### About this task
Read the listing below and copy out each line where the word "numbers" occurs.
----------------
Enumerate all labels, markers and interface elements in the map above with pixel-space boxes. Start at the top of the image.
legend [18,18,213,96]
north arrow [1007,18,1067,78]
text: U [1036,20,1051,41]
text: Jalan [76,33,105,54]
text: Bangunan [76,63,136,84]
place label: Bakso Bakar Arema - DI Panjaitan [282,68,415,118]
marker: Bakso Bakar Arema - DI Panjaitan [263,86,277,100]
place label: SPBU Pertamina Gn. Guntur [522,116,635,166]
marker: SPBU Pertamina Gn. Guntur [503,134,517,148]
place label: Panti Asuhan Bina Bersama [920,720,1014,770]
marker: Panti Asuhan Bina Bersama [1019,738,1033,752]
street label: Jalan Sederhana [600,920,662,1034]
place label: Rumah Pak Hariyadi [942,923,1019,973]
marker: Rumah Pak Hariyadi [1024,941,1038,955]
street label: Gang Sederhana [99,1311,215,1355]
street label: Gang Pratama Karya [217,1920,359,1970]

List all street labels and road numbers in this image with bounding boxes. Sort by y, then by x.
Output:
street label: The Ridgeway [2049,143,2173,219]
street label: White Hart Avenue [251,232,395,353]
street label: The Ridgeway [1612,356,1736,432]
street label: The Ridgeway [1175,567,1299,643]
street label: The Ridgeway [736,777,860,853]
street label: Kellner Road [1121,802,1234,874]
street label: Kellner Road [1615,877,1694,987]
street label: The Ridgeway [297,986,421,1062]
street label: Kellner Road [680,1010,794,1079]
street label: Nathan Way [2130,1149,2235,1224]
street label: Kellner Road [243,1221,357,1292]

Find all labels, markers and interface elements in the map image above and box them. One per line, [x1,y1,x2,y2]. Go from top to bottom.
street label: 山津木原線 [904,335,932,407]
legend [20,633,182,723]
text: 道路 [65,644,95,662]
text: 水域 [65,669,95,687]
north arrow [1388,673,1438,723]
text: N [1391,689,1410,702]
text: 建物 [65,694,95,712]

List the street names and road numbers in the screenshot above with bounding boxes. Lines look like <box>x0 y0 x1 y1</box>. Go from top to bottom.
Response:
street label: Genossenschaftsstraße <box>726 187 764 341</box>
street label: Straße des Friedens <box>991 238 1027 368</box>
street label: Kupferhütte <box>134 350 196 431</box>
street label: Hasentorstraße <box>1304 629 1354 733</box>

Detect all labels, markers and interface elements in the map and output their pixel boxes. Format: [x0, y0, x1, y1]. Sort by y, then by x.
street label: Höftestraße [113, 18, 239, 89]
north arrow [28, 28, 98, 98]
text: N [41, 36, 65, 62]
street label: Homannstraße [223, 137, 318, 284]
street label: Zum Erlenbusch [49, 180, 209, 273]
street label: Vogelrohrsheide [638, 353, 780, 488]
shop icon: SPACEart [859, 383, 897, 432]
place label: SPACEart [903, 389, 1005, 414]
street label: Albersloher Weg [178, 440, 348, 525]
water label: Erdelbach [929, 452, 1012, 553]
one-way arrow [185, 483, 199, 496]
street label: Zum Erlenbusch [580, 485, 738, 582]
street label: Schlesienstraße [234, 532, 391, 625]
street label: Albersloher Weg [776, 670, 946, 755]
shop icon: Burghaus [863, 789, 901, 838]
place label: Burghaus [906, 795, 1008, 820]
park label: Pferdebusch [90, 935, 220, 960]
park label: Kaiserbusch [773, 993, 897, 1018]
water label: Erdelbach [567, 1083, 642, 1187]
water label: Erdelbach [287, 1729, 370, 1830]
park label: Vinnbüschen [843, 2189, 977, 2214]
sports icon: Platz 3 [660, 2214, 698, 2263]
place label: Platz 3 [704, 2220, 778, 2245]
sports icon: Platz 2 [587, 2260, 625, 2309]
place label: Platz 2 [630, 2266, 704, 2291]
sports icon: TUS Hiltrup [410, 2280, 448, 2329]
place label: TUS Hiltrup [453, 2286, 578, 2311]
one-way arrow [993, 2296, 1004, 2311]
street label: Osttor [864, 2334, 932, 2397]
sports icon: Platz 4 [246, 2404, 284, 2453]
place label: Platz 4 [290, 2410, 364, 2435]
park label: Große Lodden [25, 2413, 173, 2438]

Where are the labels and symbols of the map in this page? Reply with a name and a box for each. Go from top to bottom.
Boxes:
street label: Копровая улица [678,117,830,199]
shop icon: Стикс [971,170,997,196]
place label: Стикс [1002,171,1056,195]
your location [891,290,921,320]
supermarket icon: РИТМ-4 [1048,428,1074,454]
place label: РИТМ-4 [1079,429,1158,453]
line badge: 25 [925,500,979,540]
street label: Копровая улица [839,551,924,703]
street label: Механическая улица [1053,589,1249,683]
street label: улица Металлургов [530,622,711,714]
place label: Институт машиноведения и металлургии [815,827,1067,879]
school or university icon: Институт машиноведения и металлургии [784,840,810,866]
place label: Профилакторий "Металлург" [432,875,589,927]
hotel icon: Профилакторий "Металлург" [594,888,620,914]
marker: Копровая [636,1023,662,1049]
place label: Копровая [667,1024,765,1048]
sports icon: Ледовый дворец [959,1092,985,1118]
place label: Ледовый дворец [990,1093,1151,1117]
----------------
### Answer space
List all street labels and road numbers in this image with bounding boxes. Sort by y, then by x.
List the street names and road numbers in the screenshot above with bounding boxes. Lines look like <box>x0 y0 x1 y1</box>. Go from top to bottom.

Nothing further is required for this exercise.